幕末開国史のヒロイン・お吉(きち)の供養祭である「お吉祭り」が3月27日、お吉が淵(下田市河内)と宝福寺(一丁目)の2カ所で行われた。下田芸者によるコイの放流や法要が行われた後、市民文化会館(一丁目)では芸能大会も行われ、観客たちの目を楽しませた。
お吉(本名=斉藤きち)は1841年に愛知県知多郡に生まれ、幼少のころ、家族と共に下田に移り住んだ。14歳になる頃から芸妓(げいぎ)としての修業を積み、その美貌と唄の才能から「新内明烏(しんないあけがらす)」と呼ばれるほど評判になった。それが奉行所の目に止まり、17歳で当時下田に滞在していたアメリカ総領事ハリスに仕えることになる。
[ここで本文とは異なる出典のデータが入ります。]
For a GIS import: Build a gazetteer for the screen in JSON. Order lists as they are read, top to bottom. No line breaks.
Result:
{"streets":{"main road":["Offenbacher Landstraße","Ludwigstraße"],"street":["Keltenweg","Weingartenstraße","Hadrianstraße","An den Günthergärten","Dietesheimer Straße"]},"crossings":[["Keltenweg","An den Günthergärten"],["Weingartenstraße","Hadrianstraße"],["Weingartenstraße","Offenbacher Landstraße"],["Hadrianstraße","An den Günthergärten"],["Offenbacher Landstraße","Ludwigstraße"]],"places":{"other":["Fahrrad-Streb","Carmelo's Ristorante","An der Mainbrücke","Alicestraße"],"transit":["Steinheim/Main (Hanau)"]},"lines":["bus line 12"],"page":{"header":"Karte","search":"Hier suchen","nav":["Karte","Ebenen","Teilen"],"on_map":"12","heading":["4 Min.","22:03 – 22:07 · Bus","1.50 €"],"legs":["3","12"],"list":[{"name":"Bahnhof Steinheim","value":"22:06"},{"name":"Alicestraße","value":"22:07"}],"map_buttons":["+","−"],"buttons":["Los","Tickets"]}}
お吉は外国人に仕えたために「唐人」と呼ばれ差別と貧困に苦しみながらも、髪結店や小料理屋を起業するなど奮闘。しかし1891(明治24)年、川に身を投げ自ら命を断った。享年51歳だった。亡骸は宝福寺に引き取られ、当時の住職により手厚く葬られた。
お吉の波乱に満ちた人生は、昭和初期に小説が出版されたことを皮切りに、さまざまな文学作品や舞台・映画を通じて多くの人に知られることとなり、現在は芸能関係者たちから新しい墓石も寄付され、お吉ファンや芸能関係者が全国からお参りに訪れている。
この日のお吉が淵の法要では、お吉の後輩となる下田芸者たちが、お吉と恋人鶴松に見立てた2匹のニシキゴイを放流した。さらに法要後の芸能大会ではお吉の舞も披露した。
例年お吉祭りは雨天が多く、地元では「お吉の涙雨」と称されるが、今年は曇りにとどまり、全てのスケジュールが滞りなく行われた。下田市観光協会の立見絹代さんは「コロナ禍も終息に近づく中で、以前の祭典内容に徐々に戻っていく様子を、お吉さんも空からうれしく見守ってくれていると思う」と話す。